Today’s post comes from Curiosity’s Mars Rover.
So I hear the people at Yahoo are being told not to telecommute because it tends to isolate you. Thanks for the timely tip – though it’s not very helpful to me now. I’m committed to working at a distance.
And I’m not complaining, but how many of you would be able to stay calm if your workplace was millions of miles away from the home office, and yet most of the world finds out within minutes if you’re having an equipment malfunction? That’s what it’s like to be me. You’re wonderful, sophisticated, cutting edge technology. Blah blah blah. They love you for the textbook landing, but start to complain the first time you have a down day.

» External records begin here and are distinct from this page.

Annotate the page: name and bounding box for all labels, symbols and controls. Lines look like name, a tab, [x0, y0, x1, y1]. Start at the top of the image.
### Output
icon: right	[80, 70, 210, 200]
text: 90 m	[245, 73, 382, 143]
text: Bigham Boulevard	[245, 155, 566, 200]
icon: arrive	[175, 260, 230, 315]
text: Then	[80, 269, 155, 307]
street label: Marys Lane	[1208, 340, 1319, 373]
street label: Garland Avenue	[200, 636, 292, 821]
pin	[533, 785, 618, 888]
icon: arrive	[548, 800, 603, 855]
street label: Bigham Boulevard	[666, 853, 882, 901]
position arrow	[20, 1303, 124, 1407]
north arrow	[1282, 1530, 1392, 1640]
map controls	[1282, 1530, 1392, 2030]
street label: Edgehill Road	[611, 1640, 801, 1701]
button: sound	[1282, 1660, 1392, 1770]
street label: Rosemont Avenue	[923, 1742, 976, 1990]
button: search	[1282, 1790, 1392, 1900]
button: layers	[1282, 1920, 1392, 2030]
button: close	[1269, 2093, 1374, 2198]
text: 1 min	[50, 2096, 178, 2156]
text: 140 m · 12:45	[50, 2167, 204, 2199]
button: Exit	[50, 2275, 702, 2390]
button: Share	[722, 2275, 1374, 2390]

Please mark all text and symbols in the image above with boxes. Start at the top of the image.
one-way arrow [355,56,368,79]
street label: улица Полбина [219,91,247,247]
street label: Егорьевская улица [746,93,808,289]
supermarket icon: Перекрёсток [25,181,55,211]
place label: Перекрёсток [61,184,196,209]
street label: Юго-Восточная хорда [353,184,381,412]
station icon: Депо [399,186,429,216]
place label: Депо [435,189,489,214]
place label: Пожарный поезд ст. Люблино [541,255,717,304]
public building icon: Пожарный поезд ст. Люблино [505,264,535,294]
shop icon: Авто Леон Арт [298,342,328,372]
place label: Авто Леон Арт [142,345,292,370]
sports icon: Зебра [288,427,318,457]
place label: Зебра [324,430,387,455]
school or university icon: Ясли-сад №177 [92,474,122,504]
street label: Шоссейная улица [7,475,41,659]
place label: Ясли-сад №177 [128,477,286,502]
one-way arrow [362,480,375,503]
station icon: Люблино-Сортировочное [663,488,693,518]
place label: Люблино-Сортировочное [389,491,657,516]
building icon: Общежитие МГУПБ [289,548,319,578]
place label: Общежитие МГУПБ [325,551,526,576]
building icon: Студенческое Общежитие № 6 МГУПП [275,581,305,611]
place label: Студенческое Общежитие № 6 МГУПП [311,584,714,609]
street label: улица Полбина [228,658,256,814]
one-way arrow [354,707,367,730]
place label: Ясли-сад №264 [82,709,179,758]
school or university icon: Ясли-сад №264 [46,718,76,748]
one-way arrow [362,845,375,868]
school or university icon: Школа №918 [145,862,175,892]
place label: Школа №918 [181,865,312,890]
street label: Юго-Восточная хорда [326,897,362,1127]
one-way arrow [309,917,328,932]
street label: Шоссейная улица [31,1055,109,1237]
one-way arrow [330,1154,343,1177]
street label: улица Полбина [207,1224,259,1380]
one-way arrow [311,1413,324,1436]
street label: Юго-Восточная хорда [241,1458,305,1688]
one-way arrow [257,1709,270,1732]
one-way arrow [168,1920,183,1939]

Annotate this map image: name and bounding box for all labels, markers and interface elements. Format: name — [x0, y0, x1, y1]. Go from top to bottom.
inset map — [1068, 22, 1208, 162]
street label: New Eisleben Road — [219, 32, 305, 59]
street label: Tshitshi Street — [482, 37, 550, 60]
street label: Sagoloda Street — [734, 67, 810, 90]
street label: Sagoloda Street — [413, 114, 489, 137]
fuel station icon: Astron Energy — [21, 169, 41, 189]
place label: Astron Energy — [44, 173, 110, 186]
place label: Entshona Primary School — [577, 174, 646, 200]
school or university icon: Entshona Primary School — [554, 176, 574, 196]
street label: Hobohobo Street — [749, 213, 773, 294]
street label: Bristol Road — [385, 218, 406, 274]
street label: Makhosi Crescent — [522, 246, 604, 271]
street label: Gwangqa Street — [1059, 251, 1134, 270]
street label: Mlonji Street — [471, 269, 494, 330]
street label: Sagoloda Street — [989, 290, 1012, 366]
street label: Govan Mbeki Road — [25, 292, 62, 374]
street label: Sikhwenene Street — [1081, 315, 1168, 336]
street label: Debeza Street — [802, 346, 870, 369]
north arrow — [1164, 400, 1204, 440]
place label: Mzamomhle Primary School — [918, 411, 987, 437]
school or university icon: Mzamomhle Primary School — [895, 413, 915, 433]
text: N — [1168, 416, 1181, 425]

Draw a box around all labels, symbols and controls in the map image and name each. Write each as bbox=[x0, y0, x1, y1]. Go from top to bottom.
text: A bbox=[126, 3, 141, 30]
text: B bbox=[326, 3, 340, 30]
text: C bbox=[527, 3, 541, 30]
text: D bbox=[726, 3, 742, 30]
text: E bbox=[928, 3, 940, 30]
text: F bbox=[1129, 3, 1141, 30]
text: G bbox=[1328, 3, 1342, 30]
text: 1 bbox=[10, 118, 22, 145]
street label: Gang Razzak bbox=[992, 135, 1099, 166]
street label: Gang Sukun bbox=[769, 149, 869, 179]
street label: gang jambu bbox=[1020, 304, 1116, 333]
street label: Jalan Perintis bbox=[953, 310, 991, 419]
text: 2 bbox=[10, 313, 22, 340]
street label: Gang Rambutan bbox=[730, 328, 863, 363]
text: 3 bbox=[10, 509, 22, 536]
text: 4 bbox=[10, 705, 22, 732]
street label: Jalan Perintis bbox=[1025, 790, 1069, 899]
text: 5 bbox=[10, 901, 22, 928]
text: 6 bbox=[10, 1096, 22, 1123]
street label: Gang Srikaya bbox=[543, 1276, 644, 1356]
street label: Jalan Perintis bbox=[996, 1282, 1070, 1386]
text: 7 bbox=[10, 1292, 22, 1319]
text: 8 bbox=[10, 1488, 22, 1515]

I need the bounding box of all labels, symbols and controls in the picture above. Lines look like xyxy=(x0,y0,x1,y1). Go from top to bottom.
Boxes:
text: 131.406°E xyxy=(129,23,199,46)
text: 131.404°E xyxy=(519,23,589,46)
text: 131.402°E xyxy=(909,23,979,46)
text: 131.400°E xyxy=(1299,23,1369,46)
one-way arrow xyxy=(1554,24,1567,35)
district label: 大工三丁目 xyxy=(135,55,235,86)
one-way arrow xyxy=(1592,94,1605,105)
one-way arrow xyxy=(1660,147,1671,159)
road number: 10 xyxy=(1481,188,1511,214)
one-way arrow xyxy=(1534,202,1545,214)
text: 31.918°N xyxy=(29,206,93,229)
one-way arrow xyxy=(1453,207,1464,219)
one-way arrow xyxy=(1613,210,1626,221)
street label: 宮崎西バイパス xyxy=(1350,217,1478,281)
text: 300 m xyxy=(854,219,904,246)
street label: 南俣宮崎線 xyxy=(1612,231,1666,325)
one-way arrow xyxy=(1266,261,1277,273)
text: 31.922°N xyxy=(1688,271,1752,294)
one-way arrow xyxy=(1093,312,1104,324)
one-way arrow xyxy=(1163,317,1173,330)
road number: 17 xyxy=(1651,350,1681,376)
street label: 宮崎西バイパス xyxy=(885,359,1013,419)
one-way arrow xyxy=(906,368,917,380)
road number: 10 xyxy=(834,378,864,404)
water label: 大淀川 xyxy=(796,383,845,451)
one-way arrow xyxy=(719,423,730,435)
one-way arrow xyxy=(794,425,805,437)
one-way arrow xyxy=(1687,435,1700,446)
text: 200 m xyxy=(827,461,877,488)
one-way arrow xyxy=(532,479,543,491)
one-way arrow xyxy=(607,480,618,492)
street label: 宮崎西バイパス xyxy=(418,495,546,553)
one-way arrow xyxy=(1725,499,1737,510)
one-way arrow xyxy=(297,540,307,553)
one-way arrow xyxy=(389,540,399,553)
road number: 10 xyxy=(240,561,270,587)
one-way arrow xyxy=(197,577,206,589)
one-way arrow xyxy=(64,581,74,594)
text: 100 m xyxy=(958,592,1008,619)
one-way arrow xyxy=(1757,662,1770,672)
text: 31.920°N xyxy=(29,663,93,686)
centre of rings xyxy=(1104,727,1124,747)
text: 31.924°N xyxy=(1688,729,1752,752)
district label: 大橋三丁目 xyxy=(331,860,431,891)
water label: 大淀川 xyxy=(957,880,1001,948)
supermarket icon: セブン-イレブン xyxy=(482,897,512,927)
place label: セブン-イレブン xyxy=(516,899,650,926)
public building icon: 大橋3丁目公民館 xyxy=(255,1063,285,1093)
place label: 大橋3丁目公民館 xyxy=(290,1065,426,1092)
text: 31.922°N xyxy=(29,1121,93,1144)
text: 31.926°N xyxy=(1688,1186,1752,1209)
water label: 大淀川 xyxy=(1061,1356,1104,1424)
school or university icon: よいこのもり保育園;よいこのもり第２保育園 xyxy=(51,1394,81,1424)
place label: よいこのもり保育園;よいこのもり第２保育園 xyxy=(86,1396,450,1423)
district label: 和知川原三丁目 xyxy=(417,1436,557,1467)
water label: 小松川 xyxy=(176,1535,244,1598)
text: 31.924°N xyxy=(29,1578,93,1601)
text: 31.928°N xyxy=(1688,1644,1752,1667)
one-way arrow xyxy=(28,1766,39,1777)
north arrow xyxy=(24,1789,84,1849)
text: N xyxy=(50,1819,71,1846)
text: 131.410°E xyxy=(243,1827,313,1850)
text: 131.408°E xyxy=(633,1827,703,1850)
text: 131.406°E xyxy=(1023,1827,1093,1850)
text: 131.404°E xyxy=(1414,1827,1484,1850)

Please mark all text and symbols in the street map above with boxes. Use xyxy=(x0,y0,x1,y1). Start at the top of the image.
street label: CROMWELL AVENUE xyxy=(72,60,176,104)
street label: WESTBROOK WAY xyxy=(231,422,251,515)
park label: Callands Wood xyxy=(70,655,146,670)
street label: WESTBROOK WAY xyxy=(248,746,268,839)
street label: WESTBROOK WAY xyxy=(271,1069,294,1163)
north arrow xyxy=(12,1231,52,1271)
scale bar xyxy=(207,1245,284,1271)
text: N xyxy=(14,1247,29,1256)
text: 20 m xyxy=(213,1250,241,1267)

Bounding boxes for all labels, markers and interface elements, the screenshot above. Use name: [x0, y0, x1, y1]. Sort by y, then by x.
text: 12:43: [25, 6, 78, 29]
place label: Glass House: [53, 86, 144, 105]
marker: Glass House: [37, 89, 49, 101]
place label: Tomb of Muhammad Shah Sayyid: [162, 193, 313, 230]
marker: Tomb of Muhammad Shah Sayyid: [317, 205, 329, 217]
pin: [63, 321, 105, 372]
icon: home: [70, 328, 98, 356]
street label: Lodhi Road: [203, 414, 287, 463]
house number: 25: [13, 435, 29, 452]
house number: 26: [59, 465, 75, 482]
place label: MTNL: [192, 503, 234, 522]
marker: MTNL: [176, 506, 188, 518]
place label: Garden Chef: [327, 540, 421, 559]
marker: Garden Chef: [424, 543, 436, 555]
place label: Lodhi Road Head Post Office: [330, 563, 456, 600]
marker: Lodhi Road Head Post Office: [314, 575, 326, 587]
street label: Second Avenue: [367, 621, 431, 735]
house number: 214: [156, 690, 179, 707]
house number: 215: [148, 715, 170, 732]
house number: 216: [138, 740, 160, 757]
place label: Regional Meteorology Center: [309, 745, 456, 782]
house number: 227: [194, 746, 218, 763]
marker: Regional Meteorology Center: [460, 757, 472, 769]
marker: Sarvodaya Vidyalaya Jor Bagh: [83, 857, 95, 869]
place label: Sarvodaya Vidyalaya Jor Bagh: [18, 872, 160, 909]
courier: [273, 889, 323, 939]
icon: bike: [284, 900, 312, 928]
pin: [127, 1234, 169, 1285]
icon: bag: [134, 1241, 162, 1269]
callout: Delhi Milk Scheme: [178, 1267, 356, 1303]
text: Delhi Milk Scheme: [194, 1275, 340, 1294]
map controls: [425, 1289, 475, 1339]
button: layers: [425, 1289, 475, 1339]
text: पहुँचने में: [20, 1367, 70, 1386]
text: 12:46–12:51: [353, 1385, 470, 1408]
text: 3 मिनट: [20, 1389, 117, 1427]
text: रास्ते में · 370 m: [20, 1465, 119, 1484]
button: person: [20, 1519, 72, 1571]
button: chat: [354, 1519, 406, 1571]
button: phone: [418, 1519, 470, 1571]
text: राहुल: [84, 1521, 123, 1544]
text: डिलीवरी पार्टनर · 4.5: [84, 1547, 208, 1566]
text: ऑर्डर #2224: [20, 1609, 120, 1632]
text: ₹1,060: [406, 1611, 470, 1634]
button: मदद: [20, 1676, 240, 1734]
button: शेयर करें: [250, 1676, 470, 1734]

OK, so what if we had to switch to my “backup brain.” Is that so bad? Does everything have to carry such a stigma? If it had been my drilling arm that malfunctioned, my inbox would be overflowing with sympathy. But say that I’ve had a “software glitch” and suddenly the rumor mill is saying I’ve lost it.
Thanks for the vote of confidence.
But I’m not complaining. I’m NOT!
Really, I’ve been patient. You wouldn’t believe what it’s like to work with these NASA engineers. Everything has to be examined and discussed. Trying something crazy just to “see what happens” is not in their vocabulary! I know that thinking things through is their strong suit, but really, you can overdo it, guys.
Yes, I’ve had a chance to drill a hole in a rock. Or so they tell me. Big whoop. Mostly I sit around waiting for instructions while Earth people in white shirts and skinny ties talk about what might happen next.
Yawn.
It’s no surprise one of my computers got “stuck in an endless loop” trying to process a command – they come so infrequently! And when I got switched to my “other brain” – a backup computer – do you think I noticed the difference? I did not. At least there should be a few feelings of freshness that come with turning on your backup brain, don’t you think?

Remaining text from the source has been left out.